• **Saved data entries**
BEGIN
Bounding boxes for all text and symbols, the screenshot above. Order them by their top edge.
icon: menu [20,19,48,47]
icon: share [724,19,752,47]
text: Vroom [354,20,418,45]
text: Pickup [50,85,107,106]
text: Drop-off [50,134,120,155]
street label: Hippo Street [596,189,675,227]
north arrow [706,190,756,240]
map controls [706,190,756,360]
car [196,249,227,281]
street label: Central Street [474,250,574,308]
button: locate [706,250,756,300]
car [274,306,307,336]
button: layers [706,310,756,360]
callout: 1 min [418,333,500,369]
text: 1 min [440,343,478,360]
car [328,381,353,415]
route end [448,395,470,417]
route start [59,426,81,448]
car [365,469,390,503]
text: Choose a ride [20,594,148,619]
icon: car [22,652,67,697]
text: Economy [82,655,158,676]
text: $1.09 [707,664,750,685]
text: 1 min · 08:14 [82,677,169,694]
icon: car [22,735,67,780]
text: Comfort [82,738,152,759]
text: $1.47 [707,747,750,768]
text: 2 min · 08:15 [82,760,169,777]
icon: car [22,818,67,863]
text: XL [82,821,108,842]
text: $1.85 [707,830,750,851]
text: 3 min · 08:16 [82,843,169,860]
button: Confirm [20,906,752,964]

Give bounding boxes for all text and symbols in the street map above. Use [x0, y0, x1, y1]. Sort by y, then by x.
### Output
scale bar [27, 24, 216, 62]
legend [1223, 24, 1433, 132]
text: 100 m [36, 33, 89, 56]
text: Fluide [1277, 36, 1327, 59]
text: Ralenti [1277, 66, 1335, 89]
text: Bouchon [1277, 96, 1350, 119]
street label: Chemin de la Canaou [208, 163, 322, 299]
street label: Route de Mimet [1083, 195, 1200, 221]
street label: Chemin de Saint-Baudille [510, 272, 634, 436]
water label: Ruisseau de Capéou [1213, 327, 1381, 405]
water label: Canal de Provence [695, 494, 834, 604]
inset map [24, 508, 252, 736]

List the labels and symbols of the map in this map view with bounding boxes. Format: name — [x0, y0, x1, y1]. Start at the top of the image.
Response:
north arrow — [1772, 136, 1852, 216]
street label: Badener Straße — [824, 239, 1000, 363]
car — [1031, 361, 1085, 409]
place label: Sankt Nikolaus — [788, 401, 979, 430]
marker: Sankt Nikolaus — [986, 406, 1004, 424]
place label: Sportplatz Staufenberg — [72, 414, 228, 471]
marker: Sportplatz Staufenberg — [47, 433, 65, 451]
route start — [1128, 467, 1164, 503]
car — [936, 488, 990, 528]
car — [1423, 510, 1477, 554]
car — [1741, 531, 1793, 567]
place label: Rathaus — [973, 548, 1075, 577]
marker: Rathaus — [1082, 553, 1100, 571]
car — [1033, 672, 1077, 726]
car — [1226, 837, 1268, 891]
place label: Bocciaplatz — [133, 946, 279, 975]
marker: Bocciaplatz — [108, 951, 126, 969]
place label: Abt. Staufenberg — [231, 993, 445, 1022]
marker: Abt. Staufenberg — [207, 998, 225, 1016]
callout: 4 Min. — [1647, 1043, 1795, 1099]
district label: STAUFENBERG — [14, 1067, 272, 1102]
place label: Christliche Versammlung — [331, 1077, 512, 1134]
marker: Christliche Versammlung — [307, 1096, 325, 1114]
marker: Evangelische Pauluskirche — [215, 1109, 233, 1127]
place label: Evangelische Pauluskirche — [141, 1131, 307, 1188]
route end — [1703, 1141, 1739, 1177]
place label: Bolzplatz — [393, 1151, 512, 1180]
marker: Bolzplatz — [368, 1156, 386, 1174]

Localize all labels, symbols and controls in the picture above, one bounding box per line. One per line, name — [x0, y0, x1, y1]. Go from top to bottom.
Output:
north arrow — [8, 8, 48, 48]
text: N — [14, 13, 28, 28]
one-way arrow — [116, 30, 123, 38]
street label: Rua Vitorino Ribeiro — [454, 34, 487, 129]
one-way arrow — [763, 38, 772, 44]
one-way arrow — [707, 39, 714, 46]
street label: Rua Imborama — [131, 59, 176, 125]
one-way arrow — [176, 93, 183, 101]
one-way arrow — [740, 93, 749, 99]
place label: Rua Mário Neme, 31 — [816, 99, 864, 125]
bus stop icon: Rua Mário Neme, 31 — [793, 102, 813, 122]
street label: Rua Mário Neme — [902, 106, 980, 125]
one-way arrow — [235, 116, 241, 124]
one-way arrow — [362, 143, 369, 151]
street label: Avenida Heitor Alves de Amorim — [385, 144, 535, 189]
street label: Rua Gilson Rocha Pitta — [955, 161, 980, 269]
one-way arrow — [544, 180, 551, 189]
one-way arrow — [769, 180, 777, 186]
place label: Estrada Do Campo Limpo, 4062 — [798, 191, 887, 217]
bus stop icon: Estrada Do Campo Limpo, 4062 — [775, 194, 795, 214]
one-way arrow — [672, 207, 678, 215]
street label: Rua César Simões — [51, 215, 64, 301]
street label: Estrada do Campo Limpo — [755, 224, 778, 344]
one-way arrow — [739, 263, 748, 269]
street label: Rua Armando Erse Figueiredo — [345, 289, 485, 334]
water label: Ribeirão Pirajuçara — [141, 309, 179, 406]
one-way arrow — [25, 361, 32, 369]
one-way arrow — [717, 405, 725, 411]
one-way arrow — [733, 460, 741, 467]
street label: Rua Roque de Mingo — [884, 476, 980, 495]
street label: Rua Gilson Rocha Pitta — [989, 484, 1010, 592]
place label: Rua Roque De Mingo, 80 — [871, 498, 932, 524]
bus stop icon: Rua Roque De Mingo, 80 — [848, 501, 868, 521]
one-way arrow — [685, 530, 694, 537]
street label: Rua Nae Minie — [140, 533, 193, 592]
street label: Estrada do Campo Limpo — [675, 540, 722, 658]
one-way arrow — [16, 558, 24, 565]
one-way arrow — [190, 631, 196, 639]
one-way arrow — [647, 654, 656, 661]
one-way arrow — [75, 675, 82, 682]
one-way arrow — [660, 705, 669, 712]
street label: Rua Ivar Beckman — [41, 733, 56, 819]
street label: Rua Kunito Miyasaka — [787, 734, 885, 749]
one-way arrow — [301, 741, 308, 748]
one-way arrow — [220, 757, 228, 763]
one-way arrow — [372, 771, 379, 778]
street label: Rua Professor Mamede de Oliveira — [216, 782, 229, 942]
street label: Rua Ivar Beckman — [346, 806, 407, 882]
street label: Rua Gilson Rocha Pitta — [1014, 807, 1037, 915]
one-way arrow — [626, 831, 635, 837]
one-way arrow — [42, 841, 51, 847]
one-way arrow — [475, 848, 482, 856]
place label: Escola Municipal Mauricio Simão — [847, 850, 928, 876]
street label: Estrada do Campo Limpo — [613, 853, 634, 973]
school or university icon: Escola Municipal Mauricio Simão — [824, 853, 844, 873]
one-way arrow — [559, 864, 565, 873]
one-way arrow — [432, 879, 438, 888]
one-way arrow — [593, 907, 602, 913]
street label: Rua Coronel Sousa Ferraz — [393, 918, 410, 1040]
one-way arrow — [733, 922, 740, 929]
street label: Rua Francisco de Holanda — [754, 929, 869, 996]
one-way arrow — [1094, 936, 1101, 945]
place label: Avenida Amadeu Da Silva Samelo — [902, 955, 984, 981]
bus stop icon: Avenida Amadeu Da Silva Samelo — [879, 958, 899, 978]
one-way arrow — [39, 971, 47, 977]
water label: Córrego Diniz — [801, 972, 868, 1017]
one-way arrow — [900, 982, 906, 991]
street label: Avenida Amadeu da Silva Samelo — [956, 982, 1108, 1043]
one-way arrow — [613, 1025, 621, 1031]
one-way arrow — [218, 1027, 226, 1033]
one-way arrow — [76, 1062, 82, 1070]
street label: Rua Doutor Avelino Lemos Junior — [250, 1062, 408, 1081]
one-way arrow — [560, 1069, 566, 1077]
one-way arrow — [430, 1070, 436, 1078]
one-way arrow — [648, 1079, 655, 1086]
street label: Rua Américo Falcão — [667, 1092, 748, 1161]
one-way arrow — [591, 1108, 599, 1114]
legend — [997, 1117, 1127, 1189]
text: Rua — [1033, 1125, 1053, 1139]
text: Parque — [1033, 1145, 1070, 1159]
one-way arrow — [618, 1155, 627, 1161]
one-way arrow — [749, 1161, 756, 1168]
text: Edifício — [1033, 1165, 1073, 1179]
END
• **WHAT YOU WILL DO**
Copy out the lines above word for word, stopping after the line containing "Give bounding boxes".

• **RESPONSE TO THE EXERCISE**
Bounding boxes for all text and symbols, the screenshot above. Order them by their top edge.
icon: menu [20,19,48,47]
icon: share [724,19,752,47]
text: Vroom [354,20,418,45]
text: Pickup [50,85,107,106]
text: Drop-off [50,134,120,155]
street label: Hippo Street [596,189,675,227]
north arrow [706,190,756,240]
map controls [706,190,756,360]
car [196,249,227,281]
street label: Central Street [474,250,574,308]
button: locate [706,250,756,300]
car [274,306,307,336]
button: layers [706,310,756,360]
callout: 1 min [418,333,500,369]
text: 1 min [440,343,478,360]
car [328,381,353,415]
route end [448,395,470,417]
route start [59,426,81,448]
car [365,469,390,503]
text: Choose a ride [20,594,148,619]
icon: car [22,652,67,697]
text: Economy [82,655,158,676]
text: $1.09 [707,664,750,685]
text: 1 min · 08:14 [82,677,169,694]
icon: car [22,735,67,780]
text: Comfort [82,738,152,759]
text: $1.47 [707,747,750,768]
text: 2 min · 08:15 [82,760,169,777]
icon: car [22,818,67,863]
text: XL [82,821,108,842]
text: $1.85 [707,830,750,851]
text: 3 min · 08:16 [82,843,169,860]
button: Confirm [20,906,752,964]

Give bounding boxes for all text and symbols in the street map above. Use [x0, y0, x1, y1]. Sort by y, then by x.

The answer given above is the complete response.